2024 Volume 6 Issue 4 Pages 106-110
The Ministry of Health, Labor, and Welfare, Japan, launched the Diagnosis Procedure Combination system in 2002. Detailed information on the Diagnosis Procedure Combination data was reported in Annals of Clinical Epidemiology in 2019. In this report, I provide updated information on the Diagnosis Procedure Combination. The data included the discharge abstracts and administrative claims data for each inpatient. Several entities (including the Ministry, academic groups, and private companies) independently collected anonymized Diagnosis Procedure Combination data. The advantages of Diagnosis Procedure Combination data include detailed process and clinical data, which enable researchers to conduct clinical epidemiology and health services research. Diagnoses are recorded using the International Classification of Diseases-10th Revision codes, and several indices based on these codes can be used. Several clinical measures are available for specific diseases including stroke, respiratory failure, heart failure, pneumonia, liver cirrhosis, pancreatitis, burns, and multiple organ failure. Scores for consciousness, activities of daily living, functional independence, and dementia are also available. Studies that use Diagnosis Procedure Combination data are interdisciplinary and include clinical medicine, epidemiology, statistics, and medical informatics.
I previously reported information on the Japanese Diagnosis Procedure Combination (DPC) data in 2019 in Annals of Clinical Epidemiology1). Five years later, the DPC data has changed. In this report, I have detailed the updated information on the DPC data.
Real-world data are defined as electronic data on patient health status and healthcare delivery that are routinely collected from various sources. Real-world data include administrative claims, electronic medical records, and patient registry data. Real-world data can be utilized in clinical, epidemiological, health services, health economics, and policy research.
DPC data are currently the most widely utilized for research purposes and have the greatest impact on healthcare among the various real-world data in Japan2). This report briefly describes the DPC system in Japan, explains updated information on DPC data, and provides an overview of the use of DPC data for research purposes.

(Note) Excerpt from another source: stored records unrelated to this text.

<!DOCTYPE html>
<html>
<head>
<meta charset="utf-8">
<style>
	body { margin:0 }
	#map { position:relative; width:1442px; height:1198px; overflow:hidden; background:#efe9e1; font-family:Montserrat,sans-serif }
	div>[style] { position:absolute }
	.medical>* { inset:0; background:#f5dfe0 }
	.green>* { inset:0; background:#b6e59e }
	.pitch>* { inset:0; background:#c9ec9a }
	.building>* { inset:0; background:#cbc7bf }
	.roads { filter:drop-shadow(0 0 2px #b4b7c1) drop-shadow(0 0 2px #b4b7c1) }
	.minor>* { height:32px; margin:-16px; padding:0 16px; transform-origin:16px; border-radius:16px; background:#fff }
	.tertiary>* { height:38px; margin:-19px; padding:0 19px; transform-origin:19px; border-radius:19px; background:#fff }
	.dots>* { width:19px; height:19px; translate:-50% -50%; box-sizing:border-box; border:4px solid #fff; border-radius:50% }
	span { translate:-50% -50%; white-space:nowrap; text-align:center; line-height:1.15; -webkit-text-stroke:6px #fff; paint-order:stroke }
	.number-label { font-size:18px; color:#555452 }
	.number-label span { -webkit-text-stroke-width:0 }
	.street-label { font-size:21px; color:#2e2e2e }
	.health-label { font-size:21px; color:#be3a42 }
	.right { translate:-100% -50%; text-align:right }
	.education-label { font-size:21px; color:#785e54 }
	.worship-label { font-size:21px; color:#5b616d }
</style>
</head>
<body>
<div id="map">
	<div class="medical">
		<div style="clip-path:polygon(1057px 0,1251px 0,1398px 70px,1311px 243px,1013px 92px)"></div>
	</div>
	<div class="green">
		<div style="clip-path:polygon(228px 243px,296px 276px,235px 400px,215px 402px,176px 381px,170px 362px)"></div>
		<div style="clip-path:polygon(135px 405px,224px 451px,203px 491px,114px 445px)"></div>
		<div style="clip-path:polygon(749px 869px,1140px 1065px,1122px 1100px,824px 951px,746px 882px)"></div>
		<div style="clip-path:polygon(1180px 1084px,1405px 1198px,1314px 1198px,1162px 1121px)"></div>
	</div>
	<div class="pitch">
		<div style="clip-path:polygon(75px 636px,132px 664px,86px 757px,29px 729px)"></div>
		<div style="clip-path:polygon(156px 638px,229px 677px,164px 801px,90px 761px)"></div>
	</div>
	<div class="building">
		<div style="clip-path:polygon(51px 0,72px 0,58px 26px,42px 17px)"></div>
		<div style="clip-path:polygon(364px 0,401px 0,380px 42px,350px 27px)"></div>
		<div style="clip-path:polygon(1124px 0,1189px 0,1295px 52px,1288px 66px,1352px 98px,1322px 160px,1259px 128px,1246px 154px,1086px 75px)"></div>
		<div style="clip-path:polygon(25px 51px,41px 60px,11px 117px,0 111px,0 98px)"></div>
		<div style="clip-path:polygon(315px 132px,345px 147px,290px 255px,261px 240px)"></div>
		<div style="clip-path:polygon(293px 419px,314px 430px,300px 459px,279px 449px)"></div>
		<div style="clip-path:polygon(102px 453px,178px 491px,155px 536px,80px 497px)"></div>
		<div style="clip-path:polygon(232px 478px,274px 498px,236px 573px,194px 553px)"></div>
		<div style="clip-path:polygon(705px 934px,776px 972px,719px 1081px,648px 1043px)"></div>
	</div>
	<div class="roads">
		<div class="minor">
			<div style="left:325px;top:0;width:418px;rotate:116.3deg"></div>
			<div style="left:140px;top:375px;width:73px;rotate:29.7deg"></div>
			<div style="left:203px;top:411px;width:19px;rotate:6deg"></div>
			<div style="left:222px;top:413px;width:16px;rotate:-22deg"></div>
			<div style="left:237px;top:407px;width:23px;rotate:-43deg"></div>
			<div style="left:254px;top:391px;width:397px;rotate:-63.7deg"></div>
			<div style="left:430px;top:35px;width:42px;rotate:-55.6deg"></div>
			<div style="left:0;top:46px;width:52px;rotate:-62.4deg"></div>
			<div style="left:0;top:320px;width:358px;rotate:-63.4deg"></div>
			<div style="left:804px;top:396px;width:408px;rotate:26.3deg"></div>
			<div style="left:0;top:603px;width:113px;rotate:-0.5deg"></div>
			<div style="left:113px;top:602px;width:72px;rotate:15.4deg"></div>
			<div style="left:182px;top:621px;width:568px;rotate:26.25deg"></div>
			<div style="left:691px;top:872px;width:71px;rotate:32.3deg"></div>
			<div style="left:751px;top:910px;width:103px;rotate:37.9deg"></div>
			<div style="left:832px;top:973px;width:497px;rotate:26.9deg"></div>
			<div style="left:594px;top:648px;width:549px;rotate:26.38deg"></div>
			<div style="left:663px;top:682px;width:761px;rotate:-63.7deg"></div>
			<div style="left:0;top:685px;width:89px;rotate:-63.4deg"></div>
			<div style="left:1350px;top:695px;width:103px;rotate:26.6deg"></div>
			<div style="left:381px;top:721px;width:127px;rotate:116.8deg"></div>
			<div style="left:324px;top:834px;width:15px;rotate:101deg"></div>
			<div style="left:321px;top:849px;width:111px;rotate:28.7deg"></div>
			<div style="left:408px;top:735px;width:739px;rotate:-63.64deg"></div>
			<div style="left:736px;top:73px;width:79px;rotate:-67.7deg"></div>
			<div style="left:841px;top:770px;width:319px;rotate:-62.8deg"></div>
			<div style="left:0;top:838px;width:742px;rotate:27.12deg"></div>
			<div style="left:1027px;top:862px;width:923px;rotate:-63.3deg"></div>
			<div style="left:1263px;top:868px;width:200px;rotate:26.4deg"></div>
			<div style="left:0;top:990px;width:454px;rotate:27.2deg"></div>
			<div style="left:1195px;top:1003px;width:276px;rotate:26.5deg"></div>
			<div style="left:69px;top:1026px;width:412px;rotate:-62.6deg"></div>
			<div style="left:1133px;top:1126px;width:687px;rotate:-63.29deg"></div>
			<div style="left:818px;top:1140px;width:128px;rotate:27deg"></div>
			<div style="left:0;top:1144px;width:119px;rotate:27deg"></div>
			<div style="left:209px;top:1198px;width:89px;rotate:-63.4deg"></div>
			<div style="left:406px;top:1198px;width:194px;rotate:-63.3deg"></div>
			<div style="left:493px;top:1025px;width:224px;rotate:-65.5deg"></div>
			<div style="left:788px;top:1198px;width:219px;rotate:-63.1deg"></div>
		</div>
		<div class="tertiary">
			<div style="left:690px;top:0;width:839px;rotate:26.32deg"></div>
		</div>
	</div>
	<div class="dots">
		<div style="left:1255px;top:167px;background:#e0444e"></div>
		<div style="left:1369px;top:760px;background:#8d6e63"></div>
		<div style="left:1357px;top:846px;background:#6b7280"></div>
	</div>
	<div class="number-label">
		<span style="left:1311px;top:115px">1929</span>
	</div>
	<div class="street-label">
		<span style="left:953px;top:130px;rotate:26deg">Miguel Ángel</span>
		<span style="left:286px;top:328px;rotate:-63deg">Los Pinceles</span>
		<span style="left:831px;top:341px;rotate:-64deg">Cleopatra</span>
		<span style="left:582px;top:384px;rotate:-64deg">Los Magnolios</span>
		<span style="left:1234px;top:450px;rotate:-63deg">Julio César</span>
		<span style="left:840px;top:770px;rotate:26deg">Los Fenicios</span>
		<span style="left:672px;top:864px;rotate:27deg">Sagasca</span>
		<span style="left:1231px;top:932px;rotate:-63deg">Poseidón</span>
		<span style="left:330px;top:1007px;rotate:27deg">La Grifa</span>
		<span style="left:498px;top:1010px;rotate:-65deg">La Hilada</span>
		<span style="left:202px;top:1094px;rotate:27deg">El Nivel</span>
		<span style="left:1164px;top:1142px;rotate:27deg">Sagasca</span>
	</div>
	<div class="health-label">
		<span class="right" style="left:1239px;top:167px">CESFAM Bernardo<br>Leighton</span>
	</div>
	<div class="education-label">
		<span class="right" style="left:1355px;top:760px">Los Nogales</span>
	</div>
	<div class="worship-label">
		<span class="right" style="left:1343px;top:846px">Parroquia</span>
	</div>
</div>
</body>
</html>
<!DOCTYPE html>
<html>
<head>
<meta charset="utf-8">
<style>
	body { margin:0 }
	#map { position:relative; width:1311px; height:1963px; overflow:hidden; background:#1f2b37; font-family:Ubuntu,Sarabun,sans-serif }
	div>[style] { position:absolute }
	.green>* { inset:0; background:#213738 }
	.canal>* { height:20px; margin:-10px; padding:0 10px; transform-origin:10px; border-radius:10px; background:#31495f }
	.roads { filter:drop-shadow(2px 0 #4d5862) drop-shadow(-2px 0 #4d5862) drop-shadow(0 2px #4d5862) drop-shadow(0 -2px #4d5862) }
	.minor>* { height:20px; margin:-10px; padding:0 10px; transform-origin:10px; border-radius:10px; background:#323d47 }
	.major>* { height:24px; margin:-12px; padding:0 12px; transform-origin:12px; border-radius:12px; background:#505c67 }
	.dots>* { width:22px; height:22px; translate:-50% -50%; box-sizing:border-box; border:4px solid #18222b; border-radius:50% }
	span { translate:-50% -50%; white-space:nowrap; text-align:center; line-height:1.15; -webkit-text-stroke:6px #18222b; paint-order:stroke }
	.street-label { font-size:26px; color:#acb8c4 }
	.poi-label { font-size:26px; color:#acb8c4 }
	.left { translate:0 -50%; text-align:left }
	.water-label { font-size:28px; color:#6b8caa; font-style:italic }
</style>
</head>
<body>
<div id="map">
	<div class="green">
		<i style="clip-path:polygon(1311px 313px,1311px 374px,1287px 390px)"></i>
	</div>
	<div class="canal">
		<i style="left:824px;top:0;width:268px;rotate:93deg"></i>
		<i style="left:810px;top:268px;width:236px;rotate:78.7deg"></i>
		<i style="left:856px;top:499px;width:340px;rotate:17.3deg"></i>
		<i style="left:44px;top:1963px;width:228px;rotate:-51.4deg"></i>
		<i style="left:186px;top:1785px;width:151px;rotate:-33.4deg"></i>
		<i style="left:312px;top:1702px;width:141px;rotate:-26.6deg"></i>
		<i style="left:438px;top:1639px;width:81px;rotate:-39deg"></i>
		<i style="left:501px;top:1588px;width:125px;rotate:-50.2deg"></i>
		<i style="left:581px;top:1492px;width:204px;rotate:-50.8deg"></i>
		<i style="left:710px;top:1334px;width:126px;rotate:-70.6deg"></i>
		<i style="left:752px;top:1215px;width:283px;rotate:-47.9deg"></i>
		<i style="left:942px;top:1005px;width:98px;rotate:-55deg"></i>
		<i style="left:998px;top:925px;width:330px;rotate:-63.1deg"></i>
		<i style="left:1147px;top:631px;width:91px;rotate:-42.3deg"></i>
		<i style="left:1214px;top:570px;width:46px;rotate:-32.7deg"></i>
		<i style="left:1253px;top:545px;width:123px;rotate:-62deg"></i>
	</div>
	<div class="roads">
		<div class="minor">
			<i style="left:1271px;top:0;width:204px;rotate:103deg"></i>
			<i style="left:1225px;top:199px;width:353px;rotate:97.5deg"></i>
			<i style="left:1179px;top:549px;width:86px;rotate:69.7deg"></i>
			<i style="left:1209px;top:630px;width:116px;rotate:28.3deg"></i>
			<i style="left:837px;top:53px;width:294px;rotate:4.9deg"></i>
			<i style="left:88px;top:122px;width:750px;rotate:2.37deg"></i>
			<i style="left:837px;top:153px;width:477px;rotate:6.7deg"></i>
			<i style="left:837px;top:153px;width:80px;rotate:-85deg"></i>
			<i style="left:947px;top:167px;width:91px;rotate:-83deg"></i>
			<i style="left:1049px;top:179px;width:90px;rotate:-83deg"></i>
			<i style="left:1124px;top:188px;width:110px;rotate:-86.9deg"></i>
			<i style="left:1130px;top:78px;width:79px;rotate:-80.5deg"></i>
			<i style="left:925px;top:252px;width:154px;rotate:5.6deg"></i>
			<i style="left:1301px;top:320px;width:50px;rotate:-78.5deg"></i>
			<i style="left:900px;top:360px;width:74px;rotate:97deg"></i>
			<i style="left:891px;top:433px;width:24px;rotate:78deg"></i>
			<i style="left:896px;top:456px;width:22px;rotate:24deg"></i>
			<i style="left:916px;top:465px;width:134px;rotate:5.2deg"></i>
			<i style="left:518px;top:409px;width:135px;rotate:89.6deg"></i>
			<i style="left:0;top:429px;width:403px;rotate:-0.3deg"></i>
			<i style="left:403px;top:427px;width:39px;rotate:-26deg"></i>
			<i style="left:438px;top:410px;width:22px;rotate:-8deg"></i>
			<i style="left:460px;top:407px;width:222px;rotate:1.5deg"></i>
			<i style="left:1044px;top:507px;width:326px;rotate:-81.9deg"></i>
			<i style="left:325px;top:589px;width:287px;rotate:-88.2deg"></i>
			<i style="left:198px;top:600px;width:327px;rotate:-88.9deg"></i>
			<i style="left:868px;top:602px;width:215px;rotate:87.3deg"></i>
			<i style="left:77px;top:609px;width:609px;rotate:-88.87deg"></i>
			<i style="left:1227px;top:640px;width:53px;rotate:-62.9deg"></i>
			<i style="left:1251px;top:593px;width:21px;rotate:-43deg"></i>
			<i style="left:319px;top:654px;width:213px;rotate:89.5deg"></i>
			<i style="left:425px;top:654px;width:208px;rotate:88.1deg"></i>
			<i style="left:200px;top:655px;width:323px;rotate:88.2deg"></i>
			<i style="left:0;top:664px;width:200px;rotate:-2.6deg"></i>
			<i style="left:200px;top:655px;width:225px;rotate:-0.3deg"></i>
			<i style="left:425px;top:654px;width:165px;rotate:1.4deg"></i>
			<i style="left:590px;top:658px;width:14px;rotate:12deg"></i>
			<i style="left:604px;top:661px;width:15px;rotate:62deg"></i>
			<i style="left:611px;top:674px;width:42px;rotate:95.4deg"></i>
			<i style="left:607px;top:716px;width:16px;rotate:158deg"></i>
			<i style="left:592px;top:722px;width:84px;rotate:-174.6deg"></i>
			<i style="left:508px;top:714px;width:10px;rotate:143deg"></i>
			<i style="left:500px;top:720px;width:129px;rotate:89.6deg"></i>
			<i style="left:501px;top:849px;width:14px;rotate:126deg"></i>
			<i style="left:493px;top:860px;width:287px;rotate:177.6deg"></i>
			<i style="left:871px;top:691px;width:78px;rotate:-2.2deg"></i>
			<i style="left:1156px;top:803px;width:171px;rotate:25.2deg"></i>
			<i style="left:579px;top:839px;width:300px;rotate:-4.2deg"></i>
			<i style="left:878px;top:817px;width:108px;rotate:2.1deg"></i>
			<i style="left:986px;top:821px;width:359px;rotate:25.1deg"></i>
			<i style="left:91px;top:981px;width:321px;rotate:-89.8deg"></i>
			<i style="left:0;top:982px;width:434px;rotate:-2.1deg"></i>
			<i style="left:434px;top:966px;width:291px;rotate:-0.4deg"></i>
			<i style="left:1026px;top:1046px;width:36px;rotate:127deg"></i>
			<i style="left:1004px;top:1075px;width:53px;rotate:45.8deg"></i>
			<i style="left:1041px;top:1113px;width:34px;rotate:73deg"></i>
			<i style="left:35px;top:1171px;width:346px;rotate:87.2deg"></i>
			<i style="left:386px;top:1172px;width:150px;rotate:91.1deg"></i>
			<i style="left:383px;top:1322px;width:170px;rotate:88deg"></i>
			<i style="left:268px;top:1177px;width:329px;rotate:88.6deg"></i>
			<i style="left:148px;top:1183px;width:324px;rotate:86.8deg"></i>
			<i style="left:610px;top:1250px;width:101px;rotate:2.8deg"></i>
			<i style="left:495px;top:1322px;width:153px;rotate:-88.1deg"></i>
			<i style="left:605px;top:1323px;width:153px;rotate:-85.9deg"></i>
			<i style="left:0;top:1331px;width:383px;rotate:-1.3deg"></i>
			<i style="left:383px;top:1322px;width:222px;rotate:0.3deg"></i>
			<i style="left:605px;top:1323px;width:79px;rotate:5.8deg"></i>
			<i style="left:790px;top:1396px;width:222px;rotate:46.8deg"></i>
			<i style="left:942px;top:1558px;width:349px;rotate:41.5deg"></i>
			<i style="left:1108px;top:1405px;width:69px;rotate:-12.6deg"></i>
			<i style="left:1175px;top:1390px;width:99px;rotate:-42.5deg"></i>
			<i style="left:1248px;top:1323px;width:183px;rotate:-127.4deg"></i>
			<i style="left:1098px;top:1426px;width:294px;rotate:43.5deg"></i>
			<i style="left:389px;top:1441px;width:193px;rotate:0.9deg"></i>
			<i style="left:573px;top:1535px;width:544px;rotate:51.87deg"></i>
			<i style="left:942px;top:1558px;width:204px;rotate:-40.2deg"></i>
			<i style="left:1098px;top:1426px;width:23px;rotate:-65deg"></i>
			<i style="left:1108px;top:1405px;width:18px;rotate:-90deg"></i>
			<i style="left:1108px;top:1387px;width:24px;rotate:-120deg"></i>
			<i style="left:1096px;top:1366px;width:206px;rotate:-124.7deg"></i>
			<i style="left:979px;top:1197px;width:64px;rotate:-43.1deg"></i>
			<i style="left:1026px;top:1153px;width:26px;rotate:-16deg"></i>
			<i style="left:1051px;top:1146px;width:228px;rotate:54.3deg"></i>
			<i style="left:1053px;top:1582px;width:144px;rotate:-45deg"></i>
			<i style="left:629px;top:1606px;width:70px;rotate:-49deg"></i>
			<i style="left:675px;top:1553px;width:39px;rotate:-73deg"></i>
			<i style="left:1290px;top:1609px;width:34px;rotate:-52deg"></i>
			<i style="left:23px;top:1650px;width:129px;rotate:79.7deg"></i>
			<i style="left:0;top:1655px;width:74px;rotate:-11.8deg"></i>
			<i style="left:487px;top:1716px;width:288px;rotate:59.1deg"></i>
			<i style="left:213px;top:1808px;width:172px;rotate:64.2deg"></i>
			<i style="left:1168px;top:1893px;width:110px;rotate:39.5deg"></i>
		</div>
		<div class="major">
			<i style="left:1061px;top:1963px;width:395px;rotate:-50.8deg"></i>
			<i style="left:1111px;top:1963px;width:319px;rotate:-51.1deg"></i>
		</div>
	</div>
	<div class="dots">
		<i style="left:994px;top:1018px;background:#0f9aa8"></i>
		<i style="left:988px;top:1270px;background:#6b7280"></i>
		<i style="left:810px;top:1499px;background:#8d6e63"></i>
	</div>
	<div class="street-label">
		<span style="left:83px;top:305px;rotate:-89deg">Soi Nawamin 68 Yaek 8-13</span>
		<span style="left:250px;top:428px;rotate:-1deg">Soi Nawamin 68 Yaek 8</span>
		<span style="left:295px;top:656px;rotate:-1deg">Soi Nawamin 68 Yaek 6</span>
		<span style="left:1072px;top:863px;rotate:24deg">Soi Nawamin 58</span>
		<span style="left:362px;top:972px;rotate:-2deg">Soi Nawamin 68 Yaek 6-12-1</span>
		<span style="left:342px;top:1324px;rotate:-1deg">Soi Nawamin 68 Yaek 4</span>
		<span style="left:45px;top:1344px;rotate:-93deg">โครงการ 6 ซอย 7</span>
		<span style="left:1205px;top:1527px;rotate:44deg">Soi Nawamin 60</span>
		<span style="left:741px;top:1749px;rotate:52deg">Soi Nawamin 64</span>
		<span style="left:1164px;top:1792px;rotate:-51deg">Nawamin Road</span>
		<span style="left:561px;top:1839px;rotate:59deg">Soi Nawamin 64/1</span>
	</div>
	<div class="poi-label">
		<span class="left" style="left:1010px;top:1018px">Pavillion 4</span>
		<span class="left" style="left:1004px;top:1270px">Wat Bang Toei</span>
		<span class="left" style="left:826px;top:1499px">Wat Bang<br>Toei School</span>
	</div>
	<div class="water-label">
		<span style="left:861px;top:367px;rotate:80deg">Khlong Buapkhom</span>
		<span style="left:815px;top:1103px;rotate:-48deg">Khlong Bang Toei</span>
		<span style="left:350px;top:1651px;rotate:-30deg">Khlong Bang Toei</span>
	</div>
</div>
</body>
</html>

In 2002, the Ministry of Health, Labor and Welfare (MHLW) in Japan originally developed a case-mix patient classification system called the DPC system. The DPC system is linked to a per-diem lump-sum payment system for inpatients. Specifically, the DPC refers to approximately 4,500 diagnostic groups classified according to age, severity, surgery/procedures, and comorbidities, based on approximately 500 underlying diseases in 18 Major Diagnostic Categories. Each diagnostic group classification has three levels of hospitalization, and a per-diem payment is set for each period.
All 82 university hospitals adopted the DPC system; however, adoption by community hospitals was voluntary. As of April 2024, 1,786 acute care hospitals have adopted the DPC system among approximately 8,000 hospitals in Japan, which are called DPC hospitals.
All DPC hospitals are obliged to create and submit DPC data to the MHLW. The DPC data included the discharge abstracts and administrative claims data for each inpatient. The MHLW uses DPC data to track national trends in healthcare utilization in acute care hospitals for health policy planning.
Aggregated summaries of the data are disclosed on the MHLW website, which show the number of patients and the average length of stay for each of the approximately 4500 diagnostic groups in each hospital. This information can be utilized by patients to select hospitals based on their clinical information and improve their clinical practice.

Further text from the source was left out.